We consider termination of the STRS with no additional rule schemes:

  Signature: 0       :: a
             1       :: a
             2       :: a
             cons    :: d -> e -> e
             f       :: a -> a -> a -> a
             false   :: c
             filter  :: (d -> c) -> e -> e
             filter2 :: c -> (d -> c) -> d -> e -> e
             g       :: b -> b -> b -> b
             map     :: (d -> d) -> e -> e
             nil     :: e
             true    :: c

  Rules: f(0, 1, X) -> f(X, X, X)
         f(Y, U, V) -> 2
         0 -> 2
         1 -> 2
         g(W, W, P) -> P
         g(X1, Y1, Y1) -> X1
         map(G1, nil) -> nil
         map(H1, cons(W1, P1)) -> cons(H1(W1), map(H1, P1))
         filter(F2, nil) -> nil
         filter(Z2, cons(U2, V2)) -> filter2(Z2(U2), Z2, U2, V2)
         filter2(true, I2, P2, X3) -> cons(P2, filter(I2, X3))
         filter2(false, Z3, U3, V3) -> filter(Z3, V3)

The system is accessible function passing by a sort ordering that equates all sorts.

We start by computing the initial DP problem D1 = (P1, R, i, c), where:

  P1. (1) f#(0, 1, X) => f#(X, X, X)
      (2) map#(H1, cons(W1, P1)) => map#(H1, P1)
      (3) filter#(Z2, cons(U2, V2)) => filter2#(Z2(U2), Z2, U2, V2)
      (4) filter2#(true, I2, P2, X3) => filter#(I2, X3)
      (5) filter2#(false, Z3, U3, V3) => filter#(Z3, V3)

***** We apply the Graph Processor on D1 = (P1, R, i, c).

We compute a graph approximation with the following edges:

  1: 1 
  2: 2 
  3: 4 5 
  4: 3 
  5: 3 

There are 3 SCCs.

Processor output: { D2 = (P2, R, i, c) ; D3 = (P3, R, i, c) ; D4 = (P4, R, i, c) }, where:

  P2. (1) f#(0, 1, X) => f#(X, X, X)

  P3. (1) map#(H1, cons(W1, P1)) => map#(H1, P1)

  P4. (1) filter#(Z2, cons(U2, V2)) => filter2#(Z2(U2), Z2, U2, V2)
      (2) filter2#(true, I2, P2, X3) => filter#(I2, X3)
      (3) filter2#(false, Z3, U3, V3) => filter#(Z3, V3)

***** We apply the Usable Rules Processor on D2 = (P2, R, i, c).

We obtain 0 usable rules (out of 12 rules in the input problem).
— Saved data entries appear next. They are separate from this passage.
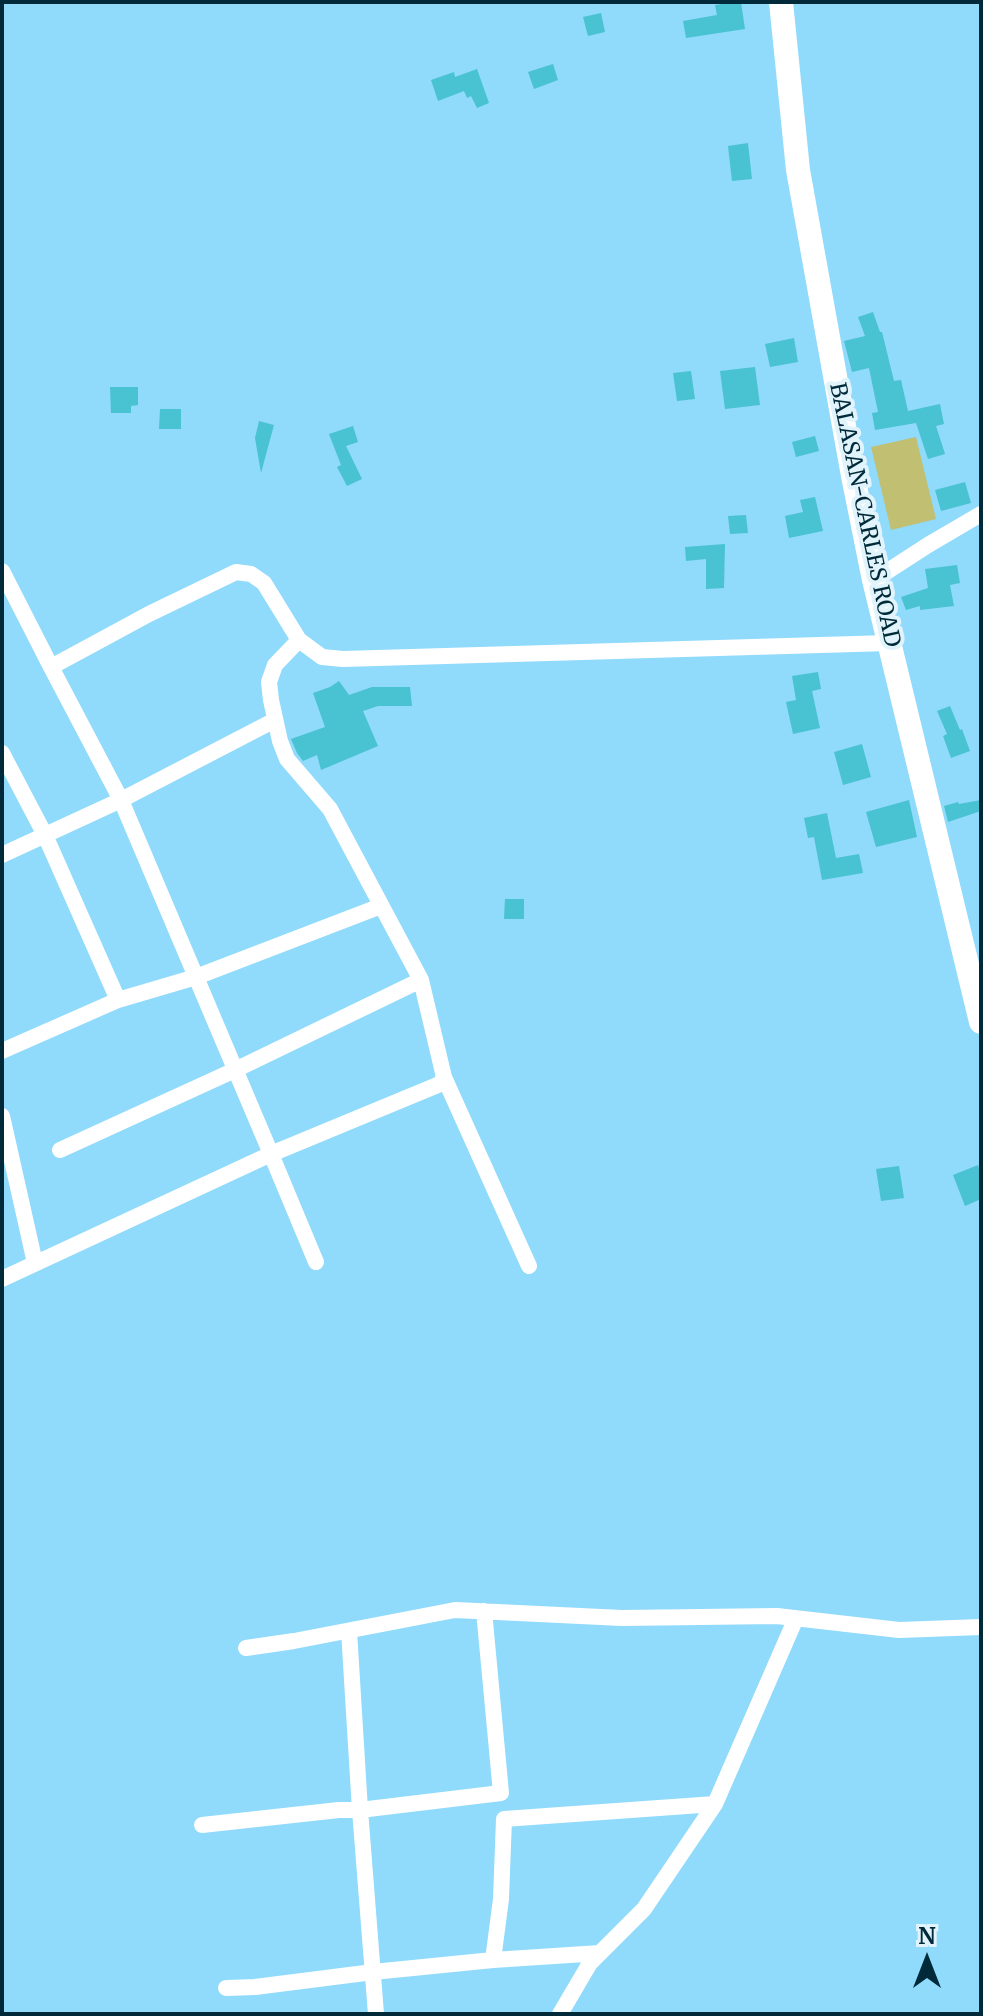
<!DOCTYPE html>
<html>
<head>
<meta charset="utf-8">
<style>
  body { margin:0 }
  #map { position:relative; width:983px; height:2016px; overflow:hidden; background:#90dafb; font-family:Merriweather,serif }
  canvas { display:block }
  .frame { position:absolute; inset:0; border:4px solid #002a3a; pointer-events:none }
  .north { position:absolute; left:887px; top:1920px; width:80px; height:80px; -webkit-text-stroke:6px #e1f3fb; paint-order:stroke; rotate:0deg; font-size:22px; font-weight:700; line-height:32px; text-align:center; color:#002a3a }
  .north::after { content:''; display:block; margin:auto; width:28px; height:36px; background:#002a3a; clip-path:polygon(50% 0,100% 100%,50% 72%,0 100%) }
</style>
</head>
<body>
<div id="map">
<canvas width="983" height="2016"></canvas>
<div class="frame"></div>
<div class="north">N</div>
</div>
<script>
const ctx = document.querySelector('canvas').getContext('2d');
ctx.lineJoin = 'round';
function paint(path, color) { ctx.fillStyle = color; ctx.fill(path, 'evenodd'); }
const shape = rows => new Path2D(rows.map(r => 'M' + r).join(''));
function strokePath(path, color, width, dash) { ctx.strokeStyle = color; ctx.lineWidth = width; ctx.lineCap = dash ? 'butt' : 'round'; ctx.setLineDash(dash || []); ctx.stroke(path); }
function drawText(font, color, halo, rows, align = 'center') {
  ctx.font = font + ' Merriweather,serif'; ctx.lineWidth = 8; ctx.setLineDash([]); ctx.textBaseline = 'middle'; ctx.strokeStyle = halo; ctx.fillStyle = color; for (const [text, x, y, turn = 0] of rows) {
    ctx.save(); ctx.translate(x, y); ctx.rotate((+turn || 0) * Math.PI / 180); ctx.textAlign = isNaN(turn) ? turn : align; if (halo) ctx.strokeText(text, 0, 0); ctx.fillText(text, 0, 0); ctx.restore();
  }
}
paint(shape([
  [916,437,936,519,891,530,871,447]
]), '#c1bf71');
paint(shape([
  [735,2,741,2,745,29,686,38,683,21,717,15,715,5],
  [601,13,605,32,588,36,583,17],
  [553,64,558,80,534,89,528,72],
  [477,69,489,103,477,108,471,96,467,98,464,91,438,101,431,80,454,72,455,77],
  [748,143,752,179,732,181,728,146],
  [873,312,880,332,882,332,894,381,901,380,908,411,940,404,944,424,936,426,945,454,928,459,916,423,875,430,872,413,878,412,869,368,852,372,844,341,865,336,858,317],
  [794,338,798,362,770,367,765,344],
  [755,367,760,405,725,409,720,371],
  [691,371,695,399,677,401,673,373],
  [110,387,138,387,138,405,131,406,131,413,111,413],
  [160,409,181,409,181,429,159,429],
  [259,421,274,425,261,473,255,438],
  [353,426,358,442,346,446,362,479,347,486,337,467,341,465,329,434],
  [815,436,819,451,796,457,792,442],
  [965,482,971,503,941,511,935,490],
  [815,497,823,531,789,538,785,516,803,512,800,500],
  [746,515,748,533,730,534,728,516],
  [725,544,724,588,706,589,706,559,686,561,685,547],
  [957,565,960,583,950,585,954,606,920,610,920,606,906,610,901,597,928,588,925,569],
  [818,672,821,689,812,691,820,728,793,734,786,702,796,700,792,676],
  [339,681,349,695,372,687,410,687,412,706,378,706,363,711,378,746,321,770,317,755,303,761,297,753,291,739,325,727,313,693,330,687],
  [950,706,960,730,962,729,970,751,951,758,943,736,947,734,937,711],
  [862,744,871,777,843,785,834,752],
  [909,800,917,837,876,847,866,812],
  [981,800,981,811,948,822,944,806,958,802,959,804],
  [827,813,836,858,859,854,863,873,822,880,814,837,808,838,804,818],
  [505,899,524,899,524,919,504,919],
  [978,1165,981,1173,981,1199,965,1206,953,1175],
  [899,1166,904,1198,881,1201,876,1169]
]), '#49c2d2');
strokePath(shape([
  [2,571,51,667,149,614,236,572,251,574,264,583,299,640,322,657,343,659,889,643],
  [874,580,928,545,981,514],
  [275,720,121,800,271,1154,440,1084,444,1077,421,980,330,809,287,759,280,741,271,700,269,682,275,665,299,640],
  [2,753,45,835,118,1000],
  [2,855,121,800,51,667],
  [2,1051,118,1000,196,977,381,906],
  [444,1077,529,1266],
  [2,1116,35,1263],
  [60,1150,235,1070,421,980],
  [2,1279,271,1154,316,1262],
  [246,1648,294,1641,455,1610,622,1618,777,1616,899,1630,981,1627],
  [202,1825,339,1810,360,1810,349,1631],
  [600,1953,493,1960,501,1899,504,1819,715,1804],
  [226,1988,255,1987,373,1972,493,1960],
  [376,2014,360,1810,501,1793,484,1611],
  [560,2014,590,1963,644,1909,715,1804,796,1618]
]), '#fff', 16);
strokePath(shape([
  [781,2,798,170,853,476,874,580,981,1022]
]), '#fff', 24);
drawText('22px', '#002a3a', '#e1f3fb', [
  ["BALASAN-CARLES ROAD",864,515,78]
]);
</script>
</body>
</html>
Processor output: { D5 = (P2, {}, i, c) }.

***** We apply the Subterm Criterion Processor on D3 = (P3, R, i, c).

We use the following projection function:

  nu(map#) = 2

We thus have:

  (1) cons(W1, P1) |>| P1

All DPs are strictly oriented, and may be removed.  Hence, this DP problem is finite.

Processor output: { }.

***** We apply the Subterm Criterion Processor on D4 = (P4, R, i, c).

We use the following projection function:

  nu(filter#)  = 2
  nu(filter2#) = 4

We thus have:

  (1) cons(U2, V2) |>|  V2
  (2) X3           |>=| X3
  (3) V3           |>=| V3

We may remove the strictly oriented DPs.

Processor output: { D6 = (P5, R, i, c) }, where:

  P5. (1) filter2#(true, I2, P2, X3) => filter#(I2, X3)
      (2) filter2#(false, Z3, U3, V3) => filter#(Z3, V3)

***** No progress could be made on DP problem D5 = (P2, {}, i, c).